Scala gRPC High CPU Utilization

Kos

unread,

Aug 28, 2018, 2:54:19 AM8/28/18

to grpc.io

Hi,

I'm using gRPC in a new Scala service and I'm seeing unexpectedly high CPU utilization. I see this high utilization in our production workload but also am able to reproduce via performance tests which I'll describe below.

My setup is using grpc-netty-shaded 1.10 (but i've also repro'd with 1.14). My performance test uses mTLS to talk to the service. The service is deployed on a container with 6 cores and 2 gb ram. I've reduced the footprint of my service to immediately return with a response without doing any other work to try and identify if it's the application or something to do with my gRPC configuration.

My performance test is issuing about 250 requests a second using one Managed Channel to one instance of my service. The data in each request is about 10 bytes. With this workload, my service is running at about 35% CPU, which I feel is far too high for this small amount of rps.

Here is how I've constructed my server:

val serverInterceptor = MonitoringServerInterceptor.create(Configuration.allMetrics())
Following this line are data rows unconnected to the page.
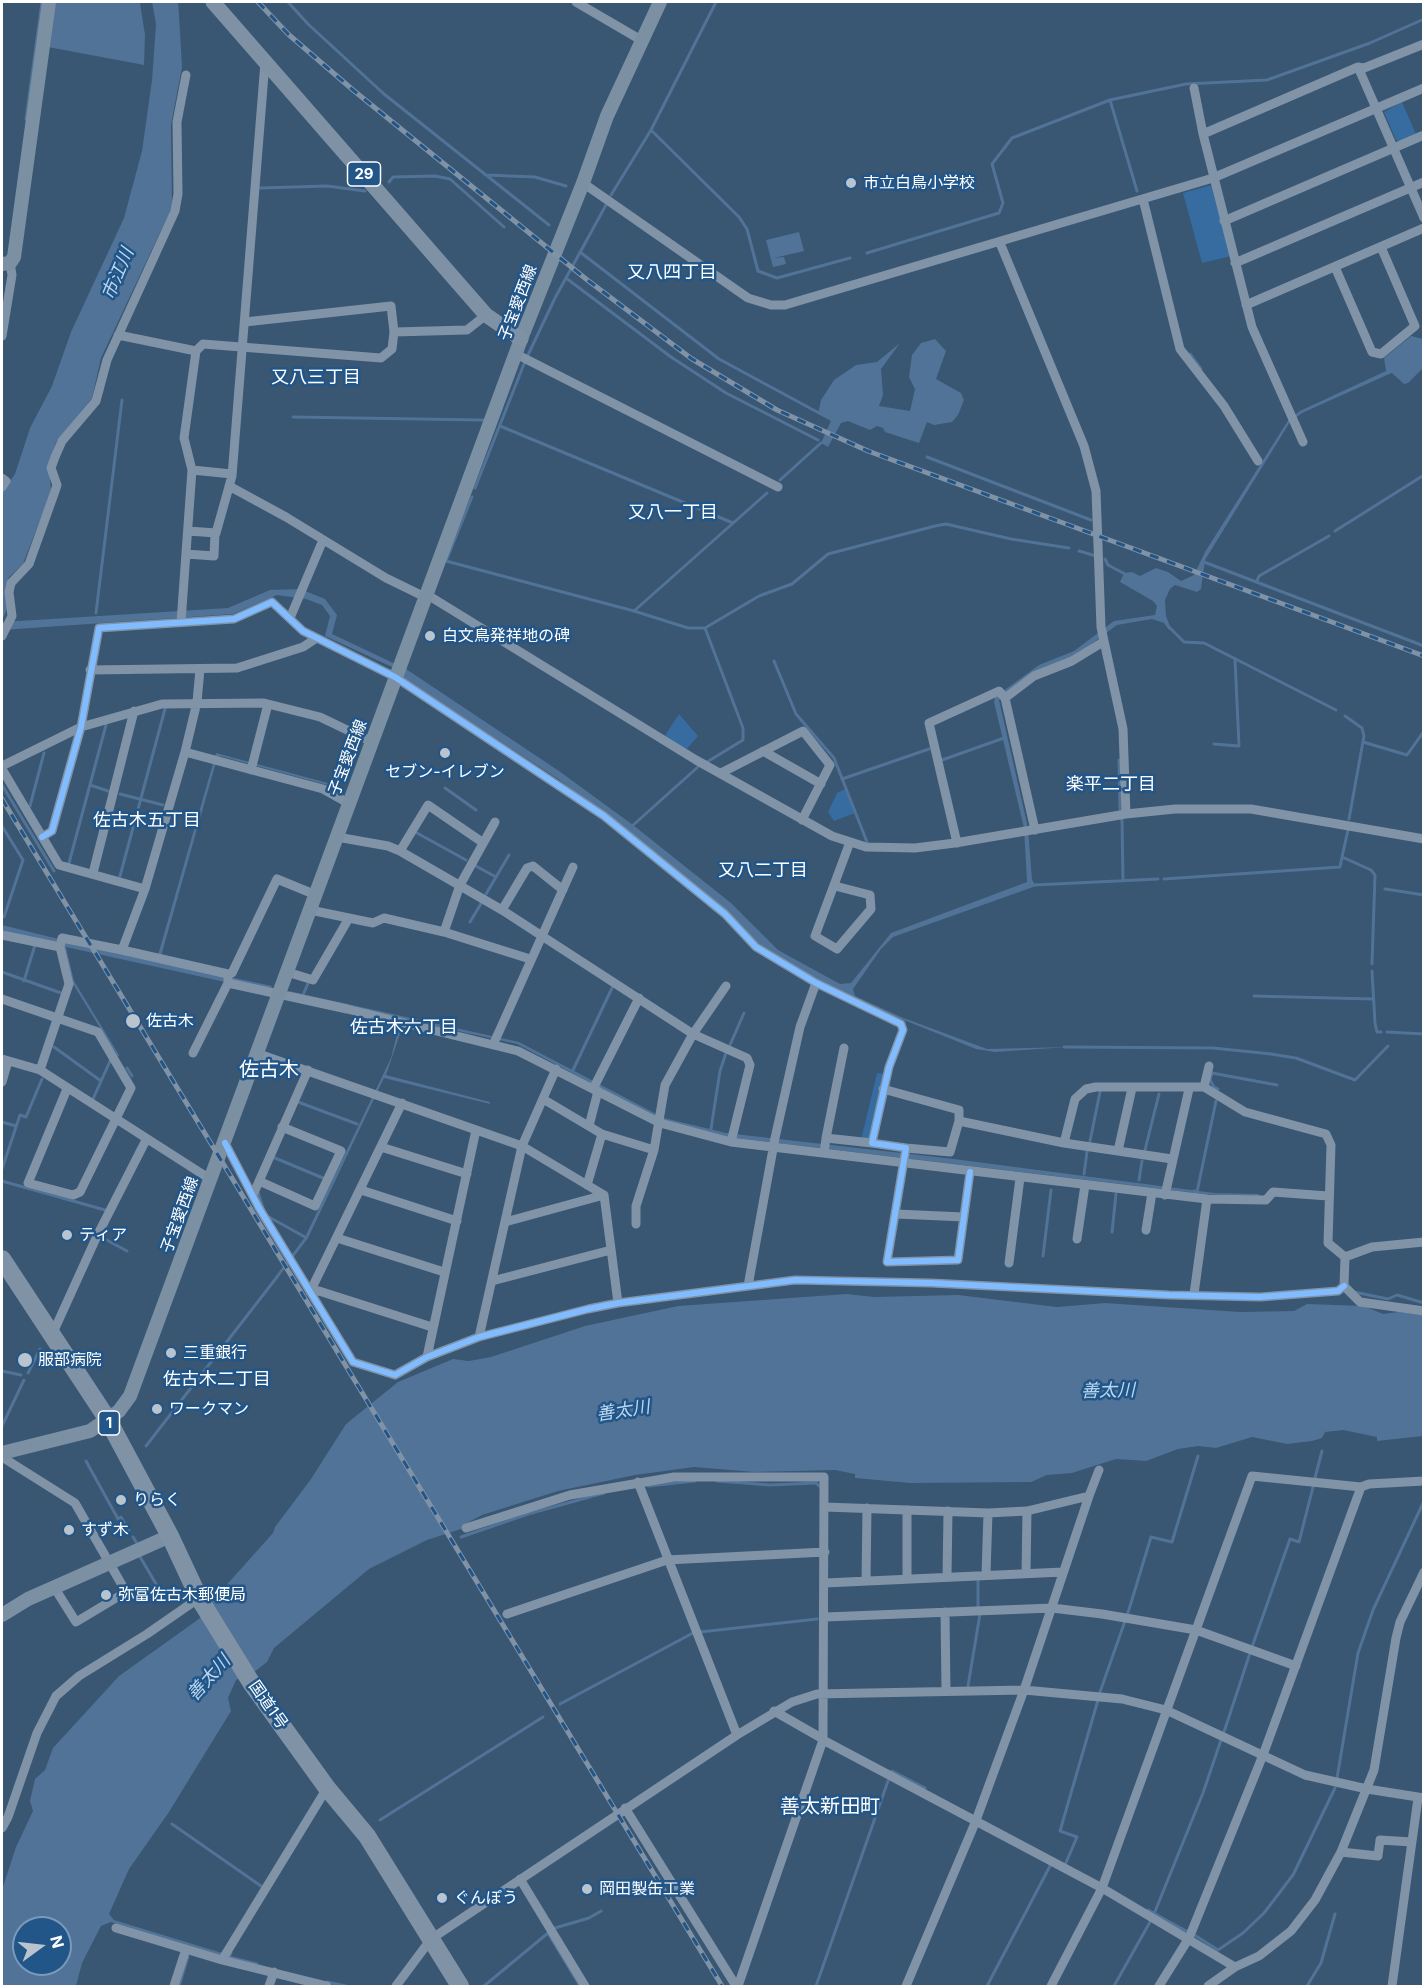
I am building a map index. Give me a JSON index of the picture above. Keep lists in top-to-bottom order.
{
  "streets": {
    "highway": ["1", "国道1号"],
    "main road": ["29", "子宝愛西線"]
  },
  "crossings": [
    ["29", "子宝愛西線"],
    ["子宝愛西線", "国道1号"]
  ],
  "districts": [
    "又八四丁目",
    "又八三丁目",
    "又八一丁目",
    "楽平二丁目",
    "佐古木五丁目",
    "又八二丁目",
    "佐古木六丁目",
    "佐古木",
    "佐古木二丁目",
    "善太新田町"
  ],
  "water": ["市江川", "善太川"],
  "places": [
    "市立白鳥小学校",
    "白文鳥発祥地の碑",
    "セブン-イレブン",
    "佐古木",
    "ティア",
    "三重銀行",
    "服部病院",
    "ワークマン",
    "りらく",
    "すず木",
    "弥富佐古木郵便局",
    "岡田製缶工業",
    "ぐんぽう"
  ],
  "north": "right"
}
val realtimeServiceWithMonitoring = ServerInterceptors.intercept(
  RealtimePublishGrpc.bindService(realtimeService, ExecutionContext.global),
  serverInterceptor)
val rppServiceWithMonitoring = ServerInterceptors.intercept(
  RealtimeProxyGrpc.bindService(realtimePublishProxyService, ExecutionContext.global),
  serverInterceptor
)

  val keyManagerFactory = GrpcSSLHelper.getKeyManagerFactory(sslConfig)
  val trustManagerFactory = GrpcSSLHelper.getTrustManagerFactory(sslConfig)
  val serverGrpcSslContexts = GrpcSSLHelper.getServerSslContext(keyManagerFactory, trustManagerFactory)

  NettyServerBuilder
    .forPort(8086)
    .sslContext(serverGrpcSslContexts)
    .addService(realtimeServiceWithMonitoring)
    .addService(rppServiceWithMonitoring)
    .build()
}

The server interceptor is modeled after: https://github.com/grpc-ecosystem/java-grpc-prometheus

The managed channel is constructed as such:

private val interceptor = MonitoringClientInterceptor.create(Configuration.allMetrics())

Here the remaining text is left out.